The Children's Blizzard, an essay by Anna Eversdyke

The Children’s Blizzard

By Anna Eversdyke

 11th Grade

The book The Children’s Blizzard by Melanie Benjamin tells a story about a blizzard in Nebraska in 1888 and follows how children and their schoolteachers (most of whom were no more than children themselves) fought to survive it. The main characters,  sisters Raina and Greta, take very different paths in their fight to get their schoolroom to safety. Throughout the story, Benjamin shows how the loss of innocence and blissful ignorance can be either detrimental or life saving, how harshly society views women,  and all while showing an overarching theme of the pursuit of the so-called “American Dream.”  The writing of Benjamin and her characters can be compared to that of the writing and characterization of Kate Chopin’s characters. 

These sisters can also be related to women from other stories in American literature. The younger sister Raina can be seen as naive in the beginning of the story. She is a young school teacher entrapped in what she believes is a romantic relationship with a married man. When the storm starts, she even believes he will come to save her. Raina is very similar to another character: Désirée from “Désirée’s Baby,” by Kate Chopin. Both Désirée and Raina went through events that caused an immediate change in their characters. For Raina, it was when she realized she had the lives of the schoolchildren in her hands and that Gunner (the previously mentioned married man) wasn’t coming to save her. This is a very important moment in Raina's character arc because it is when she takes the situation into her own hands.
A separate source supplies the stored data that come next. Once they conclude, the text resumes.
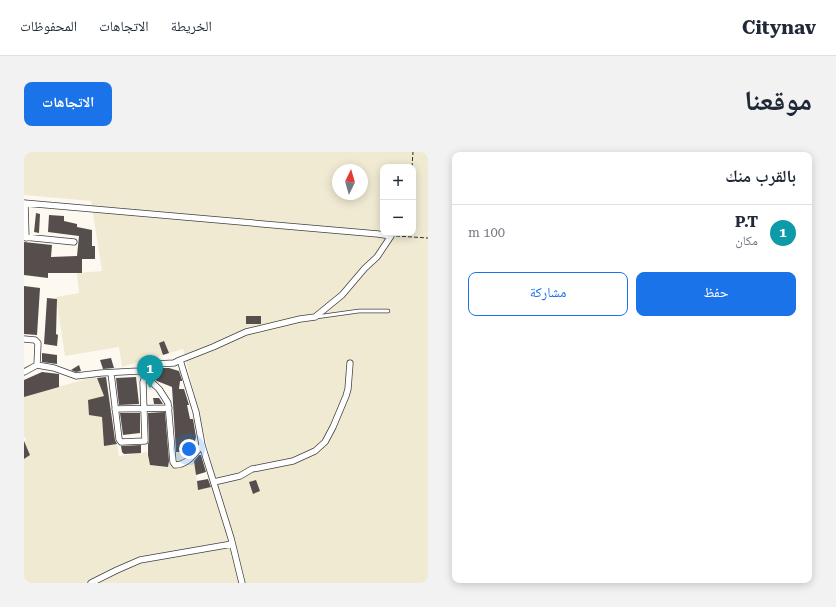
<!DOCTYPE html>
<html lang="ar">
<head>
<meta charset="utf-8">
<style>
  :root { --surface:#fff; --page:#f2f2f3; --text:#1f2937; --muted:#747a83; --line:#e0e1e3; --accent:#1a73e8 }
  body { margin:0; font-family:"Roboto Serif","Noto Naskh Arabic",serif; background:var(--page); color:var(--text); direction:rtl }
  .controls { position:absolute; right:12px; top:12px; display:grid; overflow:hidden; border-radius:8px; box-shadow:0 2px 10px #0003 }
  .controls button { width:36px; height:36px; display:grid; place-items:center; padding:0; border:0; border-bottom:1px solid var(--line); background:var(--surface); color:var(--text); font:20px sans-serif }
  .compass { position:absolute; left:308px; top:12px; width:36px; height:36px; border-radius:50%; background:var(--surface); box-shadow:0 2px 10px #0003; rotate:5deg }
  .you { position:absolute; left:165px; top:297px; width:14px; height:14px; margin:-10px; border:3px solid #fff; border-radius:50%; background:#1a73e8; box-shadow:0 0 0 6px #1a73e833 }
  .badge { display:grid; place-items:center; width:26px; height:26px; border-radius:50%; background:var(--accent); color:#fff; font-size:13px; font-weight:700 }
  .pin { position:absolute; translate:-50% -33px; filter:drop-shadow(0 1px 2px #0008) }
  .pin::after { content:''; position:absolute; top:21px; width:14px; height:12px; background:inherit; clip-path:polygon(0 0,100% 0,50% 100%) }
  .list { margin:0; padding:0; list-style:none }
  h2 { display:flex; justify-content:space-between; align-items:center; height:52px; margin:0; padding:0 16px; font-size:17px }
  h2 small { font-size:13px; font-weight:400; color:var(--muted) }
  .list li { display:grid; grid-template-columns:26px 1fr auto; gap:12px; align-items:center; box-sizing:border-box; height:56px; padding:0 16px; border-top:1px solid var(--line) }
  .list b { display:block; font-size:15px; white-space:nowrap }
  .list p { margin:0; font-size:13px; white-space:nowrap; color:var(--muted) }
  .list em { font-size:13px; font-style:normal; color:var(--muted) }
  .actions { display:flex; gap:8px; padding:12px 16px }
  .actions a { flex:1; padding:9px 0; border:1px solid var(--accent); border-radius:8px; text-align:center; font-size:14px; color:var(--accent) }
  .actions .main { background:var(--accent); color:#fff }
  .map { position:relative; flex:none; width:404px; height:431px; overflow:hidden; direction:ltr; border-radius:8px }
  header { display:flex; align-items:center; gap:24px; box-sizing:border-box; height:56px; padding:0 20px; background:var(--surface); border-bottom:1px solid var(--line) }
  header strong { font-size:19px }
  nav { display:flex; gap:22px; margin-inline-start:auto; font-size:14px }
  .intro { display:flex; align-items:center; justify-content:space-between; box-sizing:border-box; height:96px; padding:0 24px }
  h1 { margin:0; font-size:28px }
  .button { padding:10px 18px; border-radius:8px; background:var(--accent); color:#fff; font-size:14px; font-weight:700 }
  main { display:flex; gap:24px; padding:0 24px }
  aside { flex:1; background:var(--surface); border-radius:8px; box-shadow:0 2px 10px #0003 }
  .map>svg:first-child { display:block }
</style>
</head>
<body>
<header>
<strong>Citynav</strong>
<nav><a>الخريطة</a><a>الاتجاهات</a><a>المحفوظات</a></nav>
</header>
<div class="intro"><h1>موقعنا</h1><a class="button">الاتجاهات</a></div>
<main>
<aside>
<h2>بالقرب منك<small></small></h2>
<ul class="list">
<li><span class="badge" style="background:#0f9aa8">1</span><div><b>P.T</b><p>مكان</p></div><em>100 m</em></li>
</ul>
<div class="actions"><a class="main">حفظ</a><a>مشاركة</a></div>
</aside>
<div class="map">
<svg width="404" height="431" viewBox="0 0 404 431">
  <rect width="100%" height="100%" fill="#fdf9f1"/>
  <path fill="#f0ead3" fill-rule="evenodd" d="M0,0H404V431H0V307L6,303L0,290L2,288L0,284V245L72,224L80,244L78,265L80,293L93,292L95,304L123,300L126,313L144,315L145,300H169L174,337L193,334L159,197L98,215L95,195L41,204L32,145L55,141L53,121L78,119L67,49L0,43ZM359,15H389V81H359ZM314,18H338V42H314Z"/>
  <path fill="#554e4c" d="M12,61L16,62L15,81L10,80Z
    M25,63L40,64V69L53,72V75L68,78V94H71V107H58V121H24V126L0,123V90L28,93L27,105L53,104L55,84L24,80Z
    M0,134L16,136L13,183L0,182Z
    M23,146L33,147L32,182L34,183L33,194L20,192Z
    M222,164H237V172H222Z
    M140,189L145,201L139,203L135,191Z
    M18,201L33,203V212L18,210Z
    M87,206L90,216L79,217L76,208Z
    M55,213L57,219L52,220L47,218Z
    M134,216H145L155,219L158,228V229H156L155,237H160L165,253H163L166,267H169L172,285L171,289L164,290L165,300H152L148,235L133,229L130,226Z
    M18,220L35,222V235L0,245V228Z
    M82,225L91,288L93,292L80,294L78,265L65,263L64,248L80,244L73,226Z
    M112,225L115,252L95,253L92,226Z
    M129,246H135L139,252H130Z
    M141,260L145,309L144,315L126,313L124,303V292L125,289L124,261Z
    M96,261H116V281L99,283Z
    M0,289L6,303L0,307Z
    M117,293V301L100,302L98,300L97,294Z
    M175,303H177L182,320L172,323L170,309Z
    M184,327L187,335L174,338L173,329Z
    M232,328L236,339L229,342L225,330Z"/>
  <g fill="none" stroke-linecap="round" stroke-linejoin="round">
    <g stroke="#414141" stroke-width="4.5">
      <path id="lane" d="M292,165L335,159H364"/>
    </g>
    <g stroke="#414141" stroke-width="7">
      <path id="street" d="M0,51L354,82L367,84L353,105L341,116L318,143L291,165L276,167L222,180L189,195L156,208
        M1,51L2,86
        M0,85L50,90
        M0,187L11,188L14,191L13,213L0,220
        M13,213L30,216L52,224L77,221L115,219L122,218L132,212L150,211L156,208L172,260L178,293L207,386L218,431
        M87,221L95,287L97,290L121,289L119,230L121,224
        M119,222L135,237L144,251L149,310L151,313C163,313 171,302 178,293
        M91,257L145,256
        M190,330L216,324L228,317L234,316L269,309L291,299L301,290L309,275L322,244L324,237L326,211
        M67,431L93,418L116,408L208,392"/>
    </g>
    <path stroke="#303030" stroke-width="1" stroke-dasharray="4 2" stroke-linecap="butt" d="M388,15L389,0
      M371,82L375,81
      M372,84L404,86"/>
    <use href="#lane" stroke="#fff" stroke-width="3"/>
    <use href="#street" stroke="#fff" stroke-width="5.5"/>
  </g>
</svg>
<div class="controls">
<button>+</button>
<button>−</button>
</div>
<svg class="compass" viewBox="-18 -18 36 36"><path d="M0-13l5 13h-10z" fill="#e53935"/><path d="M0 13l5-13h-10z" fill="#747a83"/></svg>
<div class="you"></div>
<div class="pin badge" style="left:126px;top:236px;background:#0f9aa8">1</div>
</div>
</main>
</body>
</html>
She ventures out into the storm with the children and gets them to safety. She no longer sees herself as a child and can look back at how foolish and naive she was only a day ago. Désirée also has a moment of realization but in a very different way: She realizes that her husband truly doesn’t want her around after he believes that she is the reason for their baby being part black. This causes her to drown herself and the baby, a very large leap from the happy young mother readers get at the very beginning of “Désirée’s Baby.” Both of these characters go through major changes in their character development that is the result of a loss of innocence or the loss of blissful ignorance.

The older sister Gerda is seemingly more experienced and wiser than Raina at the beginning of the story. We read how Raina looks up to Gerda and believes that she would know what to do in every situation. Gerda, however, doesn’t acknowledge the storm as an obstacle until she is in immediate danger. Gerda, readers learn, longs for love and perhaps adventure. She loves Tiny for his desire to be something other than the farm boy everyone expects him to be. This is even why she dismisses the school early on that fateful day, to spend time alone with him. She can be compared to the character Calixta from Kate Chopin's “The Storm.” Calixta and Gerda both prioritized their own wants and desires over others, which was heavily looked down upon by society during their own time periods, especially as women. Gerda was openly shamed for letting the kids out of school early during the storm and is said to be the reason for their deaths. 

I think Benjamin did this on purpose with the knowledge that readers would get upset on Gerda’s behalf. Gerda is seventeen in the novel, so for many adults and teens reading it, the idea of someone that young being put in a situation where she holds the responsibility of all of their lives is outrageous and should make readers mad. This is especially true when we later see the disappointment from her father, who we can see as a mirror to Gerda. Both she and her father desire to be something bigger than what’s expected of them; it is what caused her father to move to America and what caused Gerda to fall for Tiny. Benjamin doesn’t even try to give Gerda an excuse as to why she let the children out early; the readers know it was for selfish intent. And yet (at least to me) the readers are struck with a sense of sorrow for Gerda. She fought with everything she had when her eyes were finally opened to the life-or-death situation. She tried her hardest to save the two girls she was with, and suffered greatly from frostbite. She should be seen as a victim. In another world she would still be a student in that school and the townspeople wouldn’t have a reason to hate her, but she was hated by the townspeople as they blamed her for the death of the children. Calixta, on the other hand, had relations with a man outside marriage and faced no consequences. This was widely frowned upon by Chopin's readers at the time. Despite the obvious differences between the characters, they both could show that when women or young girls don’t meet the standards or ideals set by society, their value and therefore society’s ability to sympathize with them decline. 

Of all the characters in the novel arguably the most complex is Gavin Woodson, whose job is to convince people to move out to the prairie despite knowing the false advertisement he’s selling. He captures interest with posters expressing the large amounts of land and reels in foreigners with propaganda about how anyone can become wealthy with hard work in America. The appeal of this “American Dream” is very much sought after by foreigners, and many are willing to give up everything to chase it. Gavin does not see the value in his job anymore, as he no longer enjoys the writing he once cherished. He doesn’t like the fact that he convinces people to come to Omaha but still does his job well. Readers see a change in Gavin when he decides he can’t tell more lies to cover up the disaster of the storm. This shows the metaphorical slap in the face Gavin gets to finally do what it is he wants, and he goes out to record stories of heroes and tragedies of the storm. 

Throughout “The Children’s Blizzard” by Melanie Benjamin, Raina shows how quickly the loss of innocence can change a character, Gerda shows the severity of which responsibilities that were set on young girls in this time, and Gavin Woodson shows how even after becoming seemingly numb to emotion, true passion can still win out.